Enquanto Ronaldo tenta dirigir até a
sua casa, a festa já está rolando. Seu filho se diverte com os amiguinhos,
brinca e ri com o palhaço. Mas ele sente a falta do pai. A festa não é a mesma
sem o seu grande amigo, o seu herói. Ele pergunta constantemente a mãe: “Mamãe,
o papai já ta chegando?”. “Claro, meu filho” – responde ela já duvidando de si
mesma.
No carro, Ronaldo olha para o
relógio. Está bastante atrasado. Acelera mais um pouco. O carro parece passear
na pista. Ele faz uma ultrapassagem perigosa, derrapa, perde o controle. Tenta
manobrar o volante, mas está tonto, as toxinas do álcool minaram seus reflexos.

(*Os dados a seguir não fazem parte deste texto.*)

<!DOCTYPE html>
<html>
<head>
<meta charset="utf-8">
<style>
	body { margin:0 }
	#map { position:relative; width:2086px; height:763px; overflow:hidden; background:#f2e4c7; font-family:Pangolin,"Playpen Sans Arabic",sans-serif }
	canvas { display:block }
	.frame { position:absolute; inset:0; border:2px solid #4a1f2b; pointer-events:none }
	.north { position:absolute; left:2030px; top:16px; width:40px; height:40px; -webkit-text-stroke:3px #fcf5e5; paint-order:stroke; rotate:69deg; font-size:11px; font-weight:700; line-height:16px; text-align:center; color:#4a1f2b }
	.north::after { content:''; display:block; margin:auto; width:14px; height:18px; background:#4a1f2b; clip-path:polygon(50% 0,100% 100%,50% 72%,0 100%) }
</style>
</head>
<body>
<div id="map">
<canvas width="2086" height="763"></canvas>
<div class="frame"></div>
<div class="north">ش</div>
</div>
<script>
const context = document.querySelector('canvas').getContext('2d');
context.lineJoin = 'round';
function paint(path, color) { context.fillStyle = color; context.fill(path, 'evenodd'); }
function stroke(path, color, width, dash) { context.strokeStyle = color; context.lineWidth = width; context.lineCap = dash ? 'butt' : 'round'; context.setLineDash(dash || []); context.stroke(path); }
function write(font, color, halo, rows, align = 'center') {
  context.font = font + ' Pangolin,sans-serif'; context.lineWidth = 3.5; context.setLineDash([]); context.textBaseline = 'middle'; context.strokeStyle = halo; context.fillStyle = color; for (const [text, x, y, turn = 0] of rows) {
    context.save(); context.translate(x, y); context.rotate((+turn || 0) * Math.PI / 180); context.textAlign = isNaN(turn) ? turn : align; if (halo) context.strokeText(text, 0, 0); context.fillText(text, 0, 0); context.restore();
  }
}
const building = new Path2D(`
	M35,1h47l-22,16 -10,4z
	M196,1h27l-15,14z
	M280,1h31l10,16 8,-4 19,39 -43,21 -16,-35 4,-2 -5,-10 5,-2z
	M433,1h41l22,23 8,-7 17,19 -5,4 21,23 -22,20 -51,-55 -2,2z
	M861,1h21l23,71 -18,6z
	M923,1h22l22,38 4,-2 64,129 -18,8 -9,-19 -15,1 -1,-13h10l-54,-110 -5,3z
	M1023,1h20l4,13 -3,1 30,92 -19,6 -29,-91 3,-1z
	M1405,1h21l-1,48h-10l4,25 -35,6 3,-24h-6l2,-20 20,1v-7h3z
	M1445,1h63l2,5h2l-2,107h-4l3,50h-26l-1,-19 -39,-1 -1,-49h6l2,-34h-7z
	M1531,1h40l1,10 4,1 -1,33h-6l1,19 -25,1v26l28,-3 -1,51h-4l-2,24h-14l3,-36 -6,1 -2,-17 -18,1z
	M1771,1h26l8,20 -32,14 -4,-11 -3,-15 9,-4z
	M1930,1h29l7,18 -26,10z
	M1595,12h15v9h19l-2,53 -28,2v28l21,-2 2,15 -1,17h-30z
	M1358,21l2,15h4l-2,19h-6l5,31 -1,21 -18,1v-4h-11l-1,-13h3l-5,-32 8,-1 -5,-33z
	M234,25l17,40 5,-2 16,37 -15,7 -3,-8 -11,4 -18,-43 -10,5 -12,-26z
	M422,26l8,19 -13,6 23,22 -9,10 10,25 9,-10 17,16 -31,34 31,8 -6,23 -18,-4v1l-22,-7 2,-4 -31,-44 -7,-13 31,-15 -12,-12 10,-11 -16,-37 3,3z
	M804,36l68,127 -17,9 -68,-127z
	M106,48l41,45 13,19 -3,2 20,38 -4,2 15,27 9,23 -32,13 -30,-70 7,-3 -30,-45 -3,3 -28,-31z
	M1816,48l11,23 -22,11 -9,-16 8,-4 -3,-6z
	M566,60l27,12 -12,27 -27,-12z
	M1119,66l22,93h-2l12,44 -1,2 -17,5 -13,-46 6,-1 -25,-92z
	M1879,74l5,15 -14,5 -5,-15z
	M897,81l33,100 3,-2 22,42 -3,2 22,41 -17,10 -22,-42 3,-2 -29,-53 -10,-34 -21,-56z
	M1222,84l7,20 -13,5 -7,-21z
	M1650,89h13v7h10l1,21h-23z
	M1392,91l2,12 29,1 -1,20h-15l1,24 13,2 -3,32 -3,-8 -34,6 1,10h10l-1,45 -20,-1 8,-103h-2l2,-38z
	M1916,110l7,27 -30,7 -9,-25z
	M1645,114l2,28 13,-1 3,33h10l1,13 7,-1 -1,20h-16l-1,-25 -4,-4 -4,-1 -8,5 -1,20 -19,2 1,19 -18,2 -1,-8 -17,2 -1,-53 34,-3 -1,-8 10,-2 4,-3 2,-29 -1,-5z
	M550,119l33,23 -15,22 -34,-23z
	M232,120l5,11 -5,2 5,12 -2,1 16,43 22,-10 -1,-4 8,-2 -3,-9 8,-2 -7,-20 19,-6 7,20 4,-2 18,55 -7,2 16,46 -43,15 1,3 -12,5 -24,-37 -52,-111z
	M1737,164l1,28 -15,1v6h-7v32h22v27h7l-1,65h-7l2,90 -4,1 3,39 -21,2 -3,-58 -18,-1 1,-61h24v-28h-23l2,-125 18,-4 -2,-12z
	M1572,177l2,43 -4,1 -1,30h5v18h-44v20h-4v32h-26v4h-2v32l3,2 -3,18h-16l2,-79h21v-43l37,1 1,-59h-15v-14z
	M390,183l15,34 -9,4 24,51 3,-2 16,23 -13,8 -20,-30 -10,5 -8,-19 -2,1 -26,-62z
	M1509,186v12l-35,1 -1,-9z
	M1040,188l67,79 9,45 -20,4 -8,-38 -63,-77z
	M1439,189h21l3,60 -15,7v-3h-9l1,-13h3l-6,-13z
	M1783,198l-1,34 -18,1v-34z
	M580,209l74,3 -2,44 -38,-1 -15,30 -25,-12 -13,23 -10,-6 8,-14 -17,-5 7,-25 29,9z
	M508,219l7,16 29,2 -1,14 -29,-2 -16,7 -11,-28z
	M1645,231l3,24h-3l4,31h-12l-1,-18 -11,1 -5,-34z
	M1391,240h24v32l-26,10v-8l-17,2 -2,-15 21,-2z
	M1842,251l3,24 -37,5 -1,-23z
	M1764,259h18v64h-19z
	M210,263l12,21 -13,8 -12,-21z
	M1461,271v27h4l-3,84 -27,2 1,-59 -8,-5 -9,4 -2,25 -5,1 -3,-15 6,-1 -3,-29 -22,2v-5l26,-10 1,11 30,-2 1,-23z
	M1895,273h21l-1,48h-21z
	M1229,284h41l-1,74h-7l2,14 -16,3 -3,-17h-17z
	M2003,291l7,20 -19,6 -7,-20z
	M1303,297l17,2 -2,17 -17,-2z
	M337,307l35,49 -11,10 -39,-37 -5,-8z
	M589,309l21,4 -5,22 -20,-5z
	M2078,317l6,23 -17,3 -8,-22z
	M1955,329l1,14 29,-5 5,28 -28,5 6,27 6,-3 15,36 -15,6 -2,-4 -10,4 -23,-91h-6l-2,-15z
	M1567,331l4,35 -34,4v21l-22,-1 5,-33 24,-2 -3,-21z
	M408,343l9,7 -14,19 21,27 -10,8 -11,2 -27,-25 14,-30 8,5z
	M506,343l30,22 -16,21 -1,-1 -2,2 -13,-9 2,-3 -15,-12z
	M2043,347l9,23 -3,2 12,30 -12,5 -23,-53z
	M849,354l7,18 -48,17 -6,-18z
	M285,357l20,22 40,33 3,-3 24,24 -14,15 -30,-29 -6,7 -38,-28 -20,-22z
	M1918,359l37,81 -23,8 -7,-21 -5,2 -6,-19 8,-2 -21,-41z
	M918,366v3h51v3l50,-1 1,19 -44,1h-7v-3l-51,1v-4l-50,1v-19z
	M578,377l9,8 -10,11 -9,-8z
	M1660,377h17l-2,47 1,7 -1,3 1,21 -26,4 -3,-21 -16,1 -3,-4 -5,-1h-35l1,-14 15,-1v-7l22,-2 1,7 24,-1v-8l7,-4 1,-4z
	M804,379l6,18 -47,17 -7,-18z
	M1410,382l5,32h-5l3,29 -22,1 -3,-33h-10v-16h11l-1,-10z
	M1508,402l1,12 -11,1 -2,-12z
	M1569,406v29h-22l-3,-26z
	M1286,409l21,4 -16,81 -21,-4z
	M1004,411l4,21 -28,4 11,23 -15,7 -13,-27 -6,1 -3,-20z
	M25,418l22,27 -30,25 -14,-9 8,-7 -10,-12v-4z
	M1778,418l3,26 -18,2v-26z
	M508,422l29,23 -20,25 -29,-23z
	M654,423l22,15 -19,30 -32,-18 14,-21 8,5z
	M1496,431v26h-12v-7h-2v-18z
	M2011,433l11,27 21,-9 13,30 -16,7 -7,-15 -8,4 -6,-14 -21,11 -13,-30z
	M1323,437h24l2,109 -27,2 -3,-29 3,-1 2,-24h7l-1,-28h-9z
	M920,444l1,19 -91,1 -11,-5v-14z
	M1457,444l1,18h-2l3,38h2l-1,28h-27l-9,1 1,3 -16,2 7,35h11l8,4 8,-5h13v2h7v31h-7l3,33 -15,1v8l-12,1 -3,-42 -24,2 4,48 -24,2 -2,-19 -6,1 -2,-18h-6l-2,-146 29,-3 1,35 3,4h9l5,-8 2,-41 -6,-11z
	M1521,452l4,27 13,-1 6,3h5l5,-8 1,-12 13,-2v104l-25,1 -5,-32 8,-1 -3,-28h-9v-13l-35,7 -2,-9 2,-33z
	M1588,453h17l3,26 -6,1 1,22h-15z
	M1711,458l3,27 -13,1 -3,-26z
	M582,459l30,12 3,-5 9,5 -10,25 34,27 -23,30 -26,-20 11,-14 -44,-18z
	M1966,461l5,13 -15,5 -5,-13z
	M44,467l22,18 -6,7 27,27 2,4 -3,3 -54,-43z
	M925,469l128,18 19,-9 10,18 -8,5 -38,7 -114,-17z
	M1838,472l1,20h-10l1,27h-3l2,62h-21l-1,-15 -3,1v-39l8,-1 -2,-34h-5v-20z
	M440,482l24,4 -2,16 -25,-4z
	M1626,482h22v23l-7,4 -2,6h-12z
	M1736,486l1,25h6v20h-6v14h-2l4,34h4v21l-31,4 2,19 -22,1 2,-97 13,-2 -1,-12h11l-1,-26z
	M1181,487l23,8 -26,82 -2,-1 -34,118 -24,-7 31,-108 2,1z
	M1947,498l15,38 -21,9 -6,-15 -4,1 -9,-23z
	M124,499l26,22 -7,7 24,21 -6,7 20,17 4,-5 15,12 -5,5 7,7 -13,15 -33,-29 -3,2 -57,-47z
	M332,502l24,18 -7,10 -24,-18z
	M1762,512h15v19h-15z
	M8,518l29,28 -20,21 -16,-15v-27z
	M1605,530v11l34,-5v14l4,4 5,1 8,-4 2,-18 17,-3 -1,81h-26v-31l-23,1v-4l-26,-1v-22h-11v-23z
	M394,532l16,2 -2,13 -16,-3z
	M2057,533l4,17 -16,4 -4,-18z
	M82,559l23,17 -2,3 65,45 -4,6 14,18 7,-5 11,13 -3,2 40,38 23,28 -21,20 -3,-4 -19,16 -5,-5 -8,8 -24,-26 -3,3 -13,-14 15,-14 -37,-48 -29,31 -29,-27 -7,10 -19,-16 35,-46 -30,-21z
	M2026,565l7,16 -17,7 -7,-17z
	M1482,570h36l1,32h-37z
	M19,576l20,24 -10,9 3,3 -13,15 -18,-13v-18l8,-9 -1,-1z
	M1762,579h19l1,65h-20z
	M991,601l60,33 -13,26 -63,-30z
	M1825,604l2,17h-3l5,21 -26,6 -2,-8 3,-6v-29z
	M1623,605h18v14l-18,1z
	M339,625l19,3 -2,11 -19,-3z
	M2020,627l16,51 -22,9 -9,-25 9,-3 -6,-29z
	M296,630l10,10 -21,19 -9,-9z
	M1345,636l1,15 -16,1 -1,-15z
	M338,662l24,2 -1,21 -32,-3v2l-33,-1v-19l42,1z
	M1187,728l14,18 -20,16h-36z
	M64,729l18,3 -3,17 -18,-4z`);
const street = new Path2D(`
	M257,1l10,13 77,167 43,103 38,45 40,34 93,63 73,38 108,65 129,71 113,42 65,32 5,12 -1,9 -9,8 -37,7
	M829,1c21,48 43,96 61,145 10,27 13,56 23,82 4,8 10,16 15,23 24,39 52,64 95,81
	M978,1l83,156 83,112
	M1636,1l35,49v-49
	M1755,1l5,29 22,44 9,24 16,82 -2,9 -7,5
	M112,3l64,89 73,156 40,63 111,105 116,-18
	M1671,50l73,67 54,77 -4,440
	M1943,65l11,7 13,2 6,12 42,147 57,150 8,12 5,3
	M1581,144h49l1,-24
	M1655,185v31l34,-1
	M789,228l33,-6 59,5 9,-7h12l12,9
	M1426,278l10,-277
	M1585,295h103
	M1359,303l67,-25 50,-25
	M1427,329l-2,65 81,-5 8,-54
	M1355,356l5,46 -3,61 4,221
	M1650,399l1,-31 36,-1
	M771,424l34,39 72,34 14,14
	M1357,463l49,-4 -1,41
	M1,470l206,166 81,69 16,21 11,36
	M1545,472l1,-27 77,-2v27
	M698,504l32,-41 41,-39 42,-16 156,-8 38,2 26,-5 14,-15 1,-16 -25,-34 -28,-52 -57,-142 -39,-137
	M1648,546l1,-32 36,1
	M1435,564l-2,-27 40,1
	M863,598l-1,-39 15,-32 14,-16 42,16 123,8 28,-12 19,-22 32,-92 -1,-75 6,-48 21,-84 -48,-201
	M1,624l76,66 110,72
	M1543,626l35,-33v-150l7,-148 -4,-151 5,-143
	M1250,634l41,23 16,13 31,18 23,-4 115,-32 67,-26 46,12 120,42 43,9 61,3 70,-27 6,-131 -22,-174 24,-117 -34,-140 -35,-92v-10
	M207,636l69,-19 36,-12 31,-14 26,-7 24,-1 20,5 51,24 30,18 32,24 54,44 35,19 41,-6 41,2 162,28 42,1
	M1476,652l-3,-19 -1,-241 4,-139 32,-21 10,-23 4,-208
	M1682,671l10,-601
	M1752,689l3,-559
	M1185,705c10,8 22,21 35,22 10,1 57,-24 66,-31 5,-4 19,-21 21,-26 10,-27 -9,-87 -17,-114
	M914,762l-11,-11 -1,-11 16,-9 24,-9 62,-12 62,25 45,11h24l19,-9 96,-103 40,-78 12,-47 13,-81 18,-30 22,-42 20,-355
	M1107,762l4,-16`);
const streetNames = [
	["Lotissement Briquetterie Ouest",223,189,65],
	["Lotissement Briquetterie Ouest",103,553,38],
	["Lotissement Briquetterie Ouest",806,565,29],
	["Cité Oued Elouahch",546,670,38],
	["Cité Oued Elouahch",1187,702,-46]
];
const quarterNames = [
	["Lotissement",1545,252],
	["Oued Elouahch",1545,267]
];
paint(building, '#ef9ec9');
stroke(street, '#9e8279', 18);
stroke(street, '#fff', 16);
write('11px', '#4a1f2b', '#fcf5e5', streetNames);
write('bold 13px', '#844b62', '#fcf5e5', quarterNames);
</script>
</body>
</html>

O carro invade o canteiro central da avenida; atropela um indigente que pedia
esmolas. Por fim, bate contra um poste, partindo-se ao meio, e Ronaldo é
arremessado violentamente para fora do veículo, já que havia se esquecido de
pôr o cinto de segurança. Seu corpo projeta-se velozmente contra o chão e seu
crânio é esmagado, enquanto o resto do seu corpo é feito em pedaços. O sangue
se espalha. Estilhaços de vidro batem contra a grande caixa com um lindo
presente dentro. O barulho das sirenes ecoam em poucos minutos.
O telefone toca na casa de Ronaldo
pouco tempo depois. A festa já está quase no fim. Seu filho já não brinca nem
ri tanto. Mas ao ouvir o som da campainha do telefone ele fica eufórico e
começa a gritar:
-
É o meu pai! É o meu pai!
A sua esposa atende.
-
É você, meu amor?– indaga ansiosa.
O semblante dela transforma-se. Os olhos se
enchem de lágrimas. Ela está paralisada. Alguém do outro lado acaba de lhe dar
a notícia do acidente e da morte trágica do marido. Ela está em estado de
choque. Seu filho puxa a barra do seu vestido. Ela olha para baixo,
estarrecida. Ele pergunta:
-
Mamãe, o papai já está chegando?
Com a voz sufocada na garganta, a única coisa
que ela consegue fazer é largar o telefone, abraçar-se ao seu filho e chorar.